Sammlungen mit skandinavischen Handschriften

Obwohl Editionen, Faksimiles und Digitalisierung den Zugang zu den Quellen erheblich erleichtern, ist manchmal ein Blick in das Original unumgänglich.
Die westnordischen Handschriften sind heute aber in alle Welt verstreut: Der größte Teil befindet sich zwar in Kopenhagen, Stockholm und Reykjavík, aber einige befinden sich außerhalb Skandinaviens, in Europa und ganz wenige sind sogar nach Nordamerika gelangt.

Dieses Tutorium gibt Dir einen Überblick über die zahlreichen Sammlungen mit westnordischen Handschriften und ihre Geschichte. Diese beginnt mit der Handschriftenkultur Ende des Mittelalters, gefolgt von den frühneuzeitlichen Sammlern, welche die Grundsteine für die heutigen Sammlungen gelegt haben.

Makulatur: Eine von etwa 1270 stammende Handschrift der Strengleikar, einer Sammlung altnordischer Prosaübersetzungen der altfranzösischen Lais der Marie de France, wurde in späterer Zeit als Stützmaterial für eine Mitra verwendet (AM 666 b fol).

In Norwegen brach die handschriftliche Überlieferung gegen Ende des Mittelalters fast gänzlich ab; dementsprechend wenige Handschriften frühneuzeitlichen Datums sind uns heute erhalten. Wie kam es zu diesem Bruch?
Im 14. Jahrhundert blühte die Handschriftenproduktion eigentlich erst richtig auf. Aber gerade in diesem Jahrhundert fanden in Norwegen auch schwerwiegende Veränderungen statt: Viele Menschen starben infolge einer Pestepidemie, darunter zahlreiche Adelige und Geistliche, wodurch das kulturelle Leben beeinträchtigt wurde. Zudem veränderte sich die Sprache, sodass das Verstehen altnordischer Texte immer schwieriger wurde. Die wenigen handschriftlichen Quellen, welche gegen Ende des Mittelalters entstanden waren, wurden somit bereits wenige Jahrzehnte später kaum mehr gelesen. Nicht zuletzt löste im 15. Jahrhundert der Buchdruck die handschriftliche Überlieferung ab, sodass viele Handschriften nicht mehr gebraucht wurden und nunmehr zweckentfremdet als Bindematerial neuer Bücher oder ähnlichen Zwecken dienten.

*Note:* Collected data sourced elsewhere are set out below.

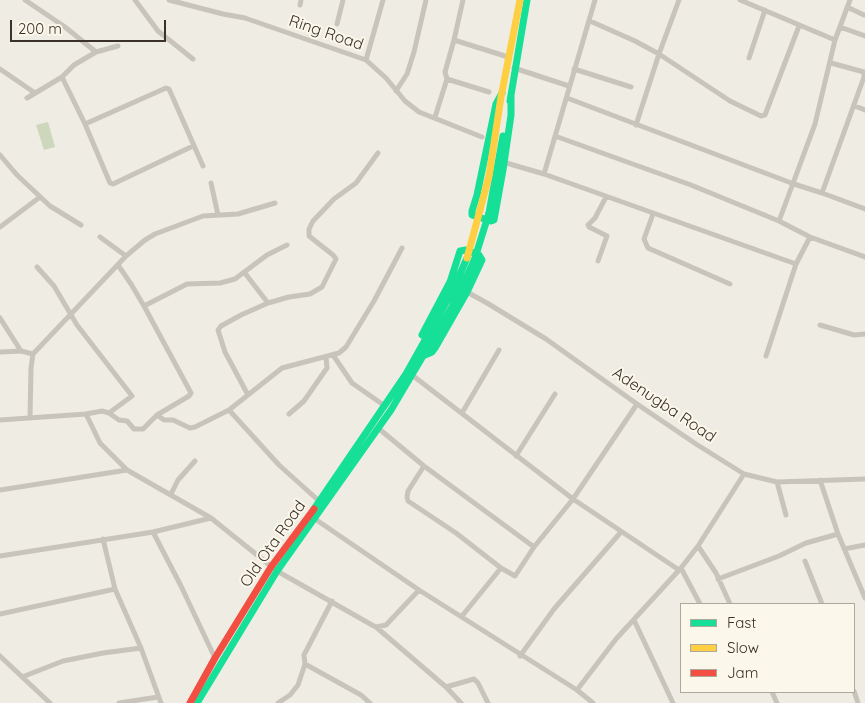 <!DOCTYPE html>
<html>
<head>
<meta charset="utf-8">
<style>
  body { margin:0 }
  #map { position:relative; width:865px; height:703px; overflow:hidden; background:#efece3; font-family:Quicksand,sans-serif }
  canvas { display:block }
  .legend { position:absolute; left:680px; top:603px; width:175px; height:90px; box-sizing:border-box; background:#fbf7ea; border:1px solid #aea89d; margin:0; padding:6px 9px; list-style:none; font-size:15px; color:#3a3129 }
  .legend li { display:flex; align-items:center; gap:10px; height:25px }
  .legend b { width:25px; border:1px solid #aea89d }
  .scale { position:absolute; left:10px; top:20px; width:156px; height:22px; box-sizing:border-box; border:2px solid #3a3129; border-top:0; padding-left:6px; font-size:15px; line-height:18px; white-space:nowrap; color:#3a3129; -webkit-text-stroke:4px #fbf7ea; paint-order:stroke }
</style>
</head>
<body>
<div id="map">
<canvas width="865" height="703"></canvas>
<ul class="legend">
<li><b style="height:6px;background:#16e098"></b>Fast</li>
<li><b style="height:6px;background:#ffcf43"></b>Slow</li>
<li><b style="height:6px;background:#f24e42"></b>Jam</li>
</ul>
<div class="scale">200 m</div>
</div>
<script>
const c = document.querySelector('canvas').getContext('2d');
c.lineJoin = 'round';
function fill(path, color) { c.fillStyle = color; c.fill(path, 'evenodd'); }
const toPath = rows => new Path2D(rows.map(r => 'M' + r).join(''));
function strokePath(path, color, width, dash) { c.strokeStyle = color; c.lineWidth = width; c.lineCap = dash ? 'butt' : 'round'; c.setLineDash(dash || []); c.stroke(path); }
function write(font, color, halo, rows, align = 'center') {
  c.font = font + ' Quicksand,sans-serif'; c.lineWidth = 4; c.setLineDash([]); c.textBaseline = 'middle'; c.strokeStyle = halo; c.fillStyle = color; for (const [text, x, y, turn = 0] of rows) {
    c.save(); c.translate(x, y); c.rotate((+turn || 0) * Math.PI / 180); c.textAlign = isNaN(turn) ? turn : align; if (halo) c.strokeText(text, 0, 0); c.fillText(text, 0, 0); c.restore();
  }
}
const green = toPath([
  [48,122,55,147,44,150,36,125]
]);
const street = toPath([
  [25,0,65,27,96,52],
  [135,0,158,31,193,59],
  [169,0,223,14,245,18,366,60,386,78,405,101,419,112,482,137],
  [740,0,835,40],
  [300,5,301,0],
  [847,7,864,15],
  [590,21,635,41,659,54,730,101,761,116,765,115,799,26],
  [337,24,343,0],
  [840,27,865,36],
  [454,40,505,56],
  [749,58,765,10],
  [366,60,383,0],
  [514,68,569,86],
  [0,69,35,93],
  [574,69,631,87],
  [62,77,85,124,110,183,113,184,193,146],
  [447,79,489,92],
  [396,91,407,74,414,52,426,0],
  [27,98,62,77,74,65,96,52,118,46],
  [567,98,794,184,822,193,865,209],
  [855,106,865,110],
  [435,117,447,79,445,72,454,40,463,0],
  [85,124,166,88,169,89,203,166],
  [636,125,659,54,679,0],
  [555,136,691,185,779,221,810,237,865,257],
  [0,155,17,175,50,206,81,225],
  [503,162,544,174,796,264],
  [544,174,595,0],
  [211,183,218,215],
  [822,193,864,77,864,72,831,63],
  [653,214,644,239,648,248,730,284],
  [779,221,815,124,835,40,850,0],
  [0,227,40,197],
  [100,237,126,256],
  [598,261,607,236,589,227,588,225,595,218,606,197],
  [118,265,131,284,144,306,191,393,189,396,157,415],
  [244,272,268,303],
  [467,292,487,303,546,339,637,404,696,444,744,474,777,482,865,479],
  [144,306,187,284,220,283,235,279,267,255,287,245],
  [0,318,21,351],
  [820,325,854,335,865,334],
  [0,352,21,351,33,354],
  [333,355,352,383,385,406],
  [766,356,796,264,810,237],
  [412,375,573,499,679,570],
  [248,395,225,352,218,330,221,326,241,315,268,303,289,297,310,294,322,287,336,259,333,255,309,236,309,229,313,221,334,199,356,183,378,153],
  [229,410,279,465,319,501],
  [109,413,119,420,127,421,134,429,143,429,157,415,164,420,173,420,190,428,195,427,229,410,282,368,339,353,346,347,374,301,402,248],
  [462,413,499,350],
  [86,414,100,443,127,470,211,518,277,571,372,625,376,627,386,625,419,590],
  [289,414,304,401,327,368,326,357],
  [30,417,31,368,33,354,126,256,145,240,155,234,203,216,238,214,275,203],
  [0,420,86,414,102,411,109,413,132,396,77,325,54,286,37,267],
  [378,428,424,466,534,547],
  [516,456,555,394],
  [424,466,408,491,407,497,408,501,456,533,501,568,515,576,534,547,573,499,637,404],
  [820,480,838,534,865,598],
  [777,482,786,515],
  [0,490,127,470],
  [171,494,178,480,195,461],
  [315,519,419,590,577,690,593,703],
  [153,532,181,586,215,658],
  [103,539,115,589,141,648,161,703],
  [698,546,716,573,730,604],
  [844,549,865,545],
  [0,556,153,532,211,518],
  [805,561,822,604],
  [681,568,700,604],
  [718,579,779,556,806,543,838,534],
  [0,614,115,589],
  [462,616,501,568],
  [634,620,673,703],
  [376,627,446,687,461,703],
  [0,656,50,703],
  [520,656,554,609,621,532],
  [305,664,361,695,370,703],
  [22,677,63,661,103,653,141,648],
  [446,687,474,679,478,683,488,703],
  [577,690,616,639,681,568,698,546,744,474],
  [854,691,858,703],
  [772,692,777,703],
  [119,703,158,697],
  [278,703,290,695,298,685,305,664,304,655,332,601]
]);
const fast = toPath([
  [502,93,496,104,477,195,472,211,472,215,491,221,494,220,503,170,511,115,511,97],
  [510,101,527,0],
  [489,213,503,136],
  [422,335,450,282,460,251,466,250,479,255,482,260,467,292,435,348,432,352,425,355],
  [314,509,406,374,452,292,467,258],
  [197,703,277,571,391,410,452,307,474,261]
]);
const slow = toPath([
  [480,210,489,176,501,97,520,0]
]);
const jam = toPath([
  [190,703,215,658,271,567,314,509]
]);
const fastBridge = toPath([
  [474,261,489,213]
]);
const slowBridge = toPath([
  [467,258,480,210]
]);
const streetNames = [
  ["Ring Road",326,33,19],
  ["Adenugba Road",664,405,34],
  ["Old Ota Road",273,544,-55]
];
fill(green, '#ccd7bb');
strokePath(street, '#c9c4bb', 5);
strokePath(fast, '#16e098', 7);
strokePath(slow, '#ffcf43', 7);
strokePath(jam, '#f24e42', 7);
strokePath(fastBridge, '#16e098', 7);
strokePath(slowBridge, '#ffcf43', 7);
write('16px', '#3a3129', '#fbf7ea', streetNames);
</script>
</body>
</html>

Island war von diesen Entwicklungen kaum betroffen: Das Isländische veränderte sich nur geringfügig, sodass mittelalterliche Texte weiterhin verstanden wurden. Da es nur eine einzige Druckerpresse im Land auf dem Bischofssitz Hólar gab, die geistlichen Werken vorbehalten war, wurden die weltlichen Texte weiterhin handschriftlich überliefert. Die mittelalterliche Literatur wurde in Island also im Gegensatz zu Norwegen immer noch gelesen und handschriftlich überliefert.

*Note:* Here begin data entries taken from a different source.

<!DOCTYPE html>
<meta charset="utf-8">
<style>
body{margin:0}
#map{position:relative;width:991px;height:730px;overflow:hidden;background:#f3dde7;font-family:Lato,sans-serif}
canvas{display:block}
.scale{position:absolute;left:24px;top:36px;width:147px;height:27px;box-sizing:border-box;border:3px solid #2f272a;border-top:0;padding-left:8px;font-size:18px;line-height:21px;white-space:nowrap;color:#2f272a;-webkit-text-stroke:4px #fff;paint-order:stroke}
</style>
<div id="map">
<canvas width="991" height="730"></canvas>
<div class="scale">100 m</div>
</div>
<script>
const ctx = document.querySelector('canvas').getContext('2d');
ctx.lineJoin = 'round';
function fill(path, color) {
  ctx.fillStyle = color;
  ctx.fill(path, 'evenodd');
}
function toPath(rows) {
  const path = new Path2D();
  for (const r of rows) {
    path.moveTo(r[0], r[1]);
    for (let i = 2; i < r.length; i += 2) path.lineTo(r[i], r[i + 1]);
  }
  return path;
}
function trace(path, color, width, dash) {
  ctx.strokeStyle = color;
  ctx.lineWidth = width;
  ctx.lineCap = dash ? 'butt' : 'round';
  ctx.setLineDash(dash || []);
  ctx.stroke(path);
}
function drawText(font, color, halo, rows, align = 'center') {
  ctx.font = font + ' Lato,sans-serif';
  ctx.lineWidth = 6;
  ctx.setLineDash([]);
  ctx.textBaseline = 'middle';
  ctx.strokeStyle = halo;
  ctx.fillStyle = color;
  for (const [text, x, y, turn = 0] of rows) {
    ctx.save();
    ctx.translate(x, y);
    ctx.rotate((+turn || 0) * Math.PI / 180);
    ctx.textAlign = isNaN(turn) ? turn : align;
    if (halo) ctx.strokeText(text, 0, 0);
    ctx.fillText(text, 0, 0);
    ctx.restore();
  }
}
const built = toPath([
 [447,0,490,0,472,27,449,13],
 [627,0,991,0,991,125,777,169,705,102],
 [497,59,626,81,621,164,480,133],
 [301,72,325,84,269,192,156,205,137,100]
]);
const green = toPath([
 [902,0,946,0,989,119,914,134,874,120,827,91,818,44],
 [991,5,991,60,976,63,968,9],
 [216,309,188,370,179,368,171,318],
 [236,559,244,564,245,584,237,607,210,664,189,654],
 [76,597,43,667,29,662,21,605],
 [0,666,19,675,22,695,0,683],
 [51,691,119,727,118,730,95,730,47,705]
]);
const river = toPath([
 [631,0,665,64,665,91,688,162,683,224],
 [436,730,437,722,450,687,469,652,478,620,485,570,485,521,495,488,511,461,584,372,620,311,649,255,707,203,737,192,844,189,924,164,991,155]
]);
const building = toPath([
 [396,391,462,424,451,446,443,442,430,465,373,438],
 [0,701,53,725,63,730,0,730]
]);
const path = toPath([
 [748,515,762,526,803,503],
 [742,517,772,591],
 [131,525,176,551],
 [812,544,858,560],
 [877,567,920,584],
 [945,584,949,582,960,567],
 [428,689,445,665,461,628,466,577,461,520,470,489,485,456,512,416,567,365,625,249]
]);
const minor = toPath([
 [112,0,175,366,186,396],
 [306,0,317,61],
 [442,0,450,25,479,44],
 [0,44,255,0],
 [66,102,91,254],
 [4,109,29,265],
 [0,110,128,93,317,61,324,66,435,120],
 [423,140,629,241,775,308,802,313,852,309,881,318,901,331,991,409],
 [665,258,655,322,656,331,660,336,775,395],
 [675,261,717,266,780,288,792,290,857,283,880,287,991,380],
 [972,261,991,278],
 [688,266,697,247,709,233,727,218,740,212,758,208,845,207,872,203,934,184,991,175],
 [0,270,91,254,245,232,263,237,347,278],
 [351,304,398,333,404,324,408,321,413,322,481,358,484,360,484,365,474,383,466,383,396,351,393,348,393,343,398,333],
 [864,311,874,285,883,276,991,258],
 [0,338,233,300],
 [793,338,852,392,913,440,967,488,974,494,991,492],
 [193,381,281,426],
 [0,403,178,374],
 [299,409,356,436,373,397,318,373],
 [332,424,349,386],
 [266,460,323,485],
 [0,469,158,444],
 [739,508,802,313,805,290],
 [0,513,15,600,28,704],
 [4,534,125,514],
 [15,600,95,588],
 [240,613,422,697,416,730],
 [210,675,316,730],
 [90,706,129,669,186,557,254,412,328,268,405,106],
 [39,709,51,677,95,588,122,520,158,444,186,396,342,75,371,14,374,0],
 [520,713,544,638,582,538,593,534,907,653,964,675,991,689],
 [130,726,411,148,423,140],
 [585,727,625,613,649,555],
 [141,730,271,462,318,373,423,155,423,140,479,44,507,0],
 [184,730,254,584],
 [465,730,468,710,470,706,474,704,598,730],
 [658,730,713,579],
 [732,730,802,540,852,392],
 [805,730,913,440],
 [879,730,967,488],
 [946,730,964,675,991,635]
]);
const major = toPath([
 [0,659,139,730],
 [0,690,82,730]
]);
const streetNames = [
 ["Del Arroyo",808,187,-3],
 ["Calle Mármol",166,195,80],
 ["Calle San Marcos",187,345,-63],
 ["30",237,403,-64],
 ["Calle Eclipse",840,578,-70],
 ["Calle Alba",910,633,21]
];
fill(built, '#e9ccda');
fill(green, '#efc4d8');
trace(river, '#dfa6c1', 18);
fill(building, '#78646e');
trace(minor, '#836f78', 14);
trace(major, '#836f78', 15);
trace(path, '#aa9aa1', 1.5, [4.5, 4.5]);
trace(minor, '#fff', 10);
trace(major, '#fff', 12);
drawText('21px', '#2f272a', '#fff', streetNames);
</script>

Links: Brynjólfur Sveinsson (1605-1675)
Rechts: Þormóður Torfason (1636-1719)

Alle wichtigen skandinavischen Handschriftensammlungen suchen ihre Anfänge bei den Sammlern der frühen Neuzeit. Die Struktur und der Überlieferungszustand unserer heutigen Sammlungen können daher ohne einen Blick zurück in diese Zeit nur unzureichend verstanden werden.

Der Humanismus weckte im 16. Jahrhundert in Dänemark und Schweden das Interesse an der eigenen Geschichte und Literatur. Die zuständigen Historiographen brauchten Quellen und fanden diese vor allem in den norwegischen Handschriften aus dem Mittelalter. Sie ließen diese sammeln und übersetzen, weil sie die altnordischen Texte nicht mehr verstanden. Die Bestände in Norwegen waren aber bald erschöpft.

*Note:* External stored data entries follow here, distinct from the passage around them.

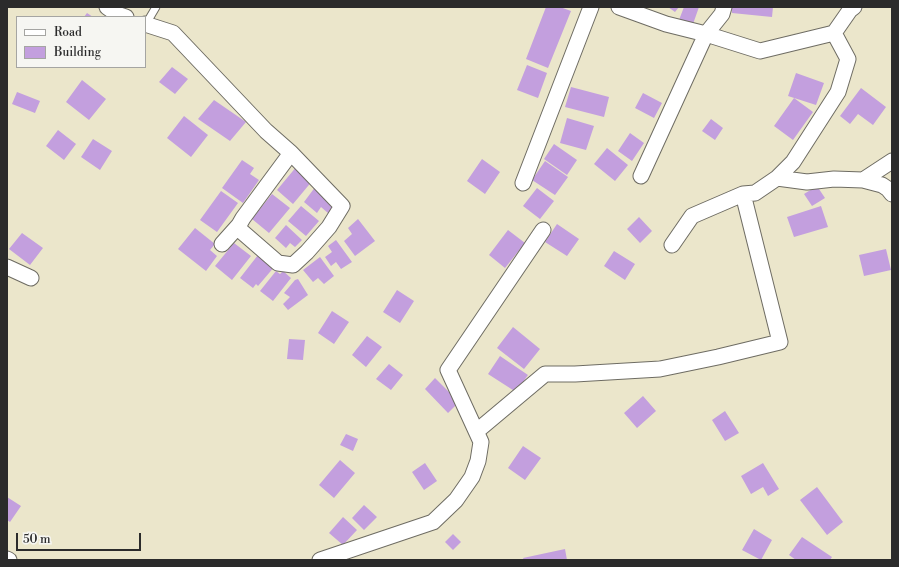 <!DOCTYPE html>
<style>
body{margin:0}
#map{position:relative;width:899px;height:567px;overflow:hidden;background:#ebe6cb;font-family:"Libre Bodoni",serif}
canvas{display:block}
.frame{position:absolute;inset:0;border:8px solid #2b2b2b;pointer-events:none}
.legend{position:absolute;left:16px;top:16px;width:130px;height:52px;box-sizing:border-box;background:#f6f6f2;border:1px solid #a5a5a2;margin:0;padding:5px 7px;list-style:none;font-size:12px;color:#2b2b2b}
.legend li{display:flex;align-items:center;gap:8px;height:20px}
.legend b{width:20px;border:1px solid #a5a5a2}
.scale{position:absolute;left:16px;top:533px;width:125px;height:18px;box-sizing:border-box;border:2px solid #2b2b2b;border-top:0;padding-left:5px;font-size:12px;line-height:14px;white-space:nowrap;color:#2b2b2b;-webkit-text-stroke:3px #f6f6f2;paint-order:stroke}
</style>
<div id="map">
<canvas width="899" height="567"></canvas>
<div class="frame"></div>
<ul class="legend">
<li><b style="height:5px;background:#fff"></b>Road</li>
<li><b style="height:11px;background:#c39fde"></b>Building</li>
</ul>
<div class="scale">50 m</div>
</div>
<script>
const ctx = document.querySelector('canvas').getContext('2d');
ctx.lineJoin = 'round';
function paint(path, color) {
  ctx.fillStyle = color;
  ctx.fill(path, 'evenodd');
}
function shape(rows) {
  const path = new Path2D();
  for (const r of rows) {
    path.moveTo(r[0], r[1]);
    for (let i = 2; i < r.length; i += 2) path.lineTo(r[i], r[i + 1]);
  }
  return path;
}
function trace(path, color, width, dash) {
  ctx.strokeStyle = color;
  ctx.lineWidth = width;
  ctx.lineCap = dash ? 'butt' : 'round';
  ctx.setLineDash(dash || []);
  ctx.stroke(path);
}
paint(shape([
 [546,7,560,7,571,11,548,68,526,59],
 [668,7,679,7,675,12],
 [684,7,699,7,693,24,679,20],
 [732,7,773,7,772,17,732,13],
 [87,13,93,17,84,17],
 [527,65,547,73,538,98,517,90],
 [172,67,188,79,175,94,159,82],
 [796,73,824,83,816,105,788,96],
 [82,80,106,99,89,120,66,102],
 [571,87,609,97,604,117,565,107],
 [861,88,886,107,873,125,858,114,850,124,840,116],
 [17,92,40,101,35,113,12,104],
 [643,93,662,103,654,118,635,108],
 [794,98,813,112,793,140,774,126],
 [214,100,246,122,230,141,198,119],
 [184,116,208,135,191,157,167,138],
 [567,118,594,126,586,150,560,143],
 [711,119,723,128,715,140,702,131],
 [58,130,76,144,64,160,46,146],
 [630,133,644,143,632,161,618,151],
 [93,139,112,151,100,170,81,157],
 [554,144,577,160,567,175,544,159],
 [607,148,628,165,615,181,594,164],
 [482,159,500,172,485,194,467,181],
 [242,160,254,168,250,174,259,180,243,203,222,188],
 [545,161,568,177,555,195,532,180],
 [297,166,313,180,293,204,277,190],
 [316,186,332,203,330,205,333,208,328,213,321,207,317,213,304,202],
 [817,186,825,198,812,206,804,194],
 [537,188,554,201,540,219,523,206],
 [221,191,238,203,217,232,200,220],
 [272,194,290,208,269,233,252,219],
 [301,206,319,221,306,236,288,221],
 [821,206,828,227,794,237,787,217],
 [639,217,652,231,640,243,627,229],
 [358,219,375,241,355,256,344,241,352,234,348,228],
 [557,224,579,239,567,256,545,242],
 [286,225,302,240,295,247,290,243,286,248,275,238],
 [195,228,215,244,210,250,217,256,206,271,178,249],
 [508,230,525,243,505,268,489,255],
 [22,233,43,248,30,265,9,249],
 [336,240,352,262,341,269,336,262,331,266,325,257,332,252,328,246],
 [234,243,251,256,232,280,215,266],
 [886,249,891,270,864,276,859,255],
 [614,251,635,264,625,280,604,266],
 [258,255,275,266,258,286,256,284,253,288,240,278],
 [320,257,334,276,324,284,318,278,313,282,303,270],
 [276,271,280,274,283,271,291,278,273,301,260,291],
 [298,279,308,295,288,310,283,304,290,297,284,293,295,280],
 [397,290,414,301,400,323,383,312],
 [332,311,349,322,334,344,318,333],
 [513,327,540,349,524,369,497,348],
 [367,336,382,347,366,367,352,355],
 [289,339,305,340,303,360,287,359],
 [500,356,528,375,516,392,488,374],
 [389,364,403,375,391,390,376,379],
 [435,378,459,402,448,413,425,389],
 [643,396,656,411,637,428,624,413],
 [725,411,739,433,725,441,712,420],
 [346,434,358,439,353,451,340,445],
 [523,446,541,458,525,480,508,468],
 [340,460,355,473,334,498,319,485],
 [425,463,437,481,424,490,412,472],
 [763,463,779,489,768,496,763,487,751,494,741,476],
 [817,487,843,522,827,535,800,500],
 [7,497,21,506,10,522,7,520],
 [364,505,377,517,364,530,352,518],
 [343,517,357,530,343,545,329,533],
 [754,529,772,540,761,560,742,550],
 [453,534,461,542,453,550,445,542],
 [802,537,832,557,830,560,796,560,789,555],
 [565,549,567,560,524,560,523,558]
]), '#c39fde');
const service = shape([
 [146,24,156,7]
]);
const minor = shape([
 [107,7,117,14,126,17],
 [619,7,666,24,706,34,760,51,834,33,850,10,854,7],
 [145,24,173,33,266,131,291,153,243,218,239,225,240,230,278,263,293,265,307,252,329,227,342,206,291,153],
 [641,176,706,34,722,14,724,7],
 [777,178,807,182,834,179,863,180,882,185,888,189,892,194],
 [863,180,892,161],
 [523,183,591,7],
 [222,244,239,225],
 [672,245,692,216,743,194,755,193,777,178,793,162,838,92,848,59,834,33],
 [7,267,31,278],
 [477,431,545,374,575,374,660,369,718,357,780,342,743,194],
 [7,559,9,560],
 [320,560,433,522,456,500,472,477,478,461,481,442,448,370,543,230]
]);
trace(service, '#6e6c63', 9);
trace(minor, '#6e6c63', 17);
trace(service, '#fff', 7);
trace(minor, '#fff', 15);
</script>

Gegen Ende des 16. Jahrhunderts machten die Isländer auf ihre reiche Literatur aufmerksam. Sie sammelten die Handschriften und halfen den Historiographen bei den Übersetzungen, weil sie das Altnordische besser verstanden. Zu den ersten gehörte Bischof Brynjólfur Sveinsson (1605-1675). Später arbeiteten hauptsächlich Isländer als Sammler, Abschreiber und Übersetzer in königlichem Auftrag, z. B. Þormóður Torfason (1636-1719) für Dänemark oder Jón Eggertsson (1643-1689) für Schweden. Im 17. Jahrhundert gelangten immer mehr Handschriften durch intensive Sammelaktivität, Schenkungen, Verkauf und Raub nach Dänemark und Schweden in die Sammlungen der Könige und privater Interessenten.

Árni Magnússon (1663-1730)

Der bedeutendste Handschriftensammler im nordischen Raum war der Isländer Árni Magnússon. Schon während seines Theologiestudiums in Kopenhagen arbeitete er als Assistent des königlichen Historiographen Thomas Bartholin d. J. (1659-1690), für den er Handschriften auf Auktionen kaufte, abschrieb und übersetzte. Auch nach Bartholins Tod setzte er mit der Unterstützung privater Mäzene diese Arbeit fort.

König Frederik IV. schickte ihn 1701 nach Island, um ein Grundregister für die ganze Insel zu erstellen. Diese Reise war für Árni Magnússon die ideale Gelegenheit, weitere Handschriften vor Ort zu sammeln. Er durchkämmte zahlreiche Bauernhöfe nach Handschriften und übersah selbst kleinste Fragmente nicht. Nach Abschluss dieses zehnjährigen Projektes brachte er 55 Kisten mit Handschriften nach Kopenhagen.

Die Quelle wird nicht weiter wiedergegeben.